Robert: I don’t hate Germans – I hate what they do to themselves. They came for a grand view of Paris and instead got a view of my ass…and something more. I’m sorry for them. Their culture holds them captive. [Screaming the following.] But if they don’t get their fucking eyes off me, I’m going to launch a few Messerschmitts of my own. Got it Mein-a Herr! Got it Mein-a Frau!
Julia: Next is Robert Bates. [Spot on Robert.]
Robert: Cynthia, thank you for selecting us for your training.
Julia [from the darkness]: And, thank you, King of the Fruit Loops, for showing the rest of us how to curtsy asshole first.
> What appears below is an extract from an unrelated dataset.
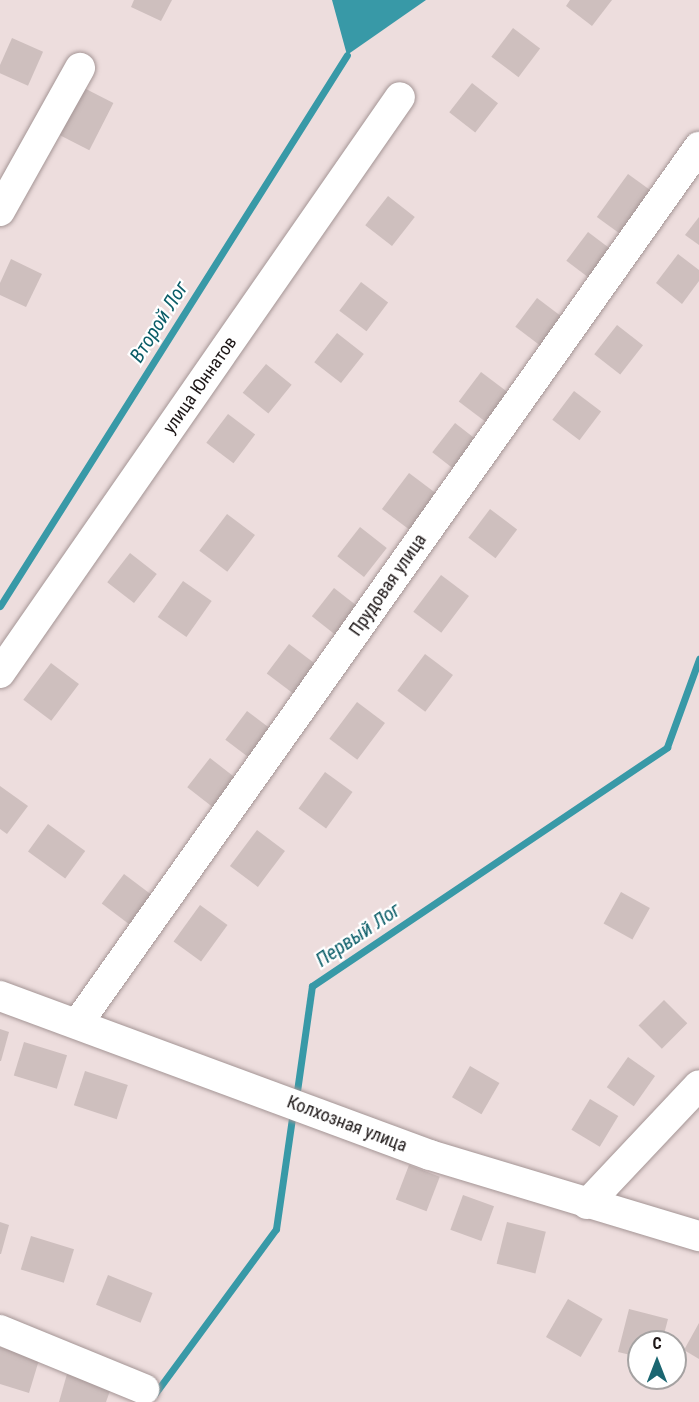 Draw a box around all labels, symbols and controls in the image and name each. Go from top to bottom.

Darling: Nice, Julia. Very nice.
Julia [returning one file and obtaining another]: Robert is our elderstateman. He's been in and out of various group therapies for over 20 years. His trauma was an accident which killed his father and mother. He was discovered living on the family's farm -- he was an only child -- years after his parents had passed. No one knew how he survived. The bodies of his parents were never recovered, though local authorities assumed he buried them or they were consumed by animals. He's tormented by these events, though his outward affect is mostly compliant, even professional.
Robert: I could attend other groups, where my fellow participants have a more mature grasp of their illnesses. Please don’t mistake me: I’m still burdened with trauma. But I’ve had more time to roll the issues around in the mud, so to speak, and consume only what I could stomach. My fellow group members still have milk on their whiskers.
Julia: You will find Robert to be well concealed behind his self-insight.
Cynthia: Darling’s last, right? [Spot on Darling.]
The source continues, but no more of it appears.